No one disputes the necessity of proving one valid conviction. The thorny problem is whether proof of more than one amounts to impermissible prosecutorial overkill. In an attempt to justify proof of several crimes, the Government points out that if the conviction used as proof in the gun prosecution were vacated later, then the gun conviction could also be overturned on a habeas corpus attack under 28 U.S.C. § 2255. See, e.g., Pasterchik v. United States, 9 Cir. 1972, 466 F.2d 1367. On the other hand, the danger of the jury convicting a 'bad man' is surely enhanced if multiple prior convictions are in evidence. Additionally, when the defendant stipulates to 'a prior conviction' the Government may not be exposed to the same problems in the § 2255 situation as it is when a particular conviction is proved.4


If the Government's assertion that it is entitled to prove multiple convictions is right, then the prosecutor's remark here would not constitute reversible error, although even the Government concedes it was 'indiscreet.' We will assume arguendo, however, that the Government may prove only one conviction under normal circumstances,5 and decide whether the court's instruction was adequate to cure the prejudicial effect of the remark.

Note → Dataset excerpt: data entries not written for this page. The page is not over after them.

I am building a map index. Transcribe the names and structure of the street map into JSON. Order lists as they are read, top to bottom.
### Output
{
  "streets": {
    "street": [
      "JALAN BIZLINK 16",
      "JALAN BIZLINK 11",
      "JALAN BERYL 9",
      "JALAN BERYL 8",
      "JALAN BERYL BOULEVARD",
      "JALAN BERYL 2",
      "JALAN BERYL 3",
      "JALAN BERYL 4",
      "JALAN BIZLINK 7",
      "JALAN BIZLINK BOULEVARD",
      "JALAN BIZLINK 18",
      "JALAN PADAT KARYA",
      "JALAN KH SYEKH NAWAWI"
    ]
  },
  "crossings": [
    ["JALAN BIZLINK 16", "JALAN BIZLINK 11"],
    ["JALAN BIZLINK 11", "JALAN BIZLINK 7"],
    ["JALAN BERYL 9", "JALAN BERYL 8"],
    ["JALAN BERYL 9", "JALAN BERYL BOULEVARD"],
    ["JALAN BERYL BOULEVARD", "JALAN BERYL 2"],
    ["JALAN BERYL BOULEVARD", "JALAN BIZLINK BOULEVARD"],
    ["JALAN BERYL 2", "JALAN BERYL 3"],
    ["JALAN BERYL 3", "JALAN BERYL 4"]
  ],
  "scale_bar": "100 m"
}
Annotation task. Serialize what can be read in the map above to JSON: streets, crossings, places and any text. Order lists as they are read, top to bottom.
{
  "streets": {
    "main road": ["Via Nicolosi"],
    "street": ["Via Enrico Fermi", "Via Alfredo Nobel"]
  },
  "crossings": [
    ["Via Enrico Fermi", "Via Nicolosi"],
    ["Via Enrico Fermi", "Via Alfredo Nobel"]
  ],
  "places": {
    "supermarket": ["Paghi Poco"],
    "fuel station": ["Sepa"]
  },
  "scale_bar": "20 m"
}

When the prosecutor mentioned the existence of the four convictions, the court promptly excused the jury, listened to the arguments on both sides, and gave its instruction. The instruction itself was a careful one: several times the judge stressed that the jury was not to consider even the possibility that the defendant had been convicted more than one time, and that it was to decide the case solely on the evidence presented under oath. In our opinion, this instruction was adequate to assuage the prejudice injected by the remark. We conclude that the district court did not err in overruling defendant's motion for mistrial. See United States v. Underhill, 5 Cir. 1973, 483 F.2d 36, 37; United States v. Bursten, 5 Cir. 1971, 453 F.2d 605, 610, cert. denied, 1972, 409 U.S. 843, 93 S.Ct. 44, 34 L.Ed.2d 83.


Additionally, even if some taint of prejudice survived the instruction, the Government's evidence of guilt was so overwhelming that we feel confident that the prosecutor's remark did not influence the verdict.6 Under the circumstances, even if the denial of a mistrial had been error, it would be 'harmless beyond a reasonable doubt.' See Chapman v. California, 1967, 386 U.S. 18, 24, 87 S.Ct. 824, 829, 17 L.Ed.2d 705, 711.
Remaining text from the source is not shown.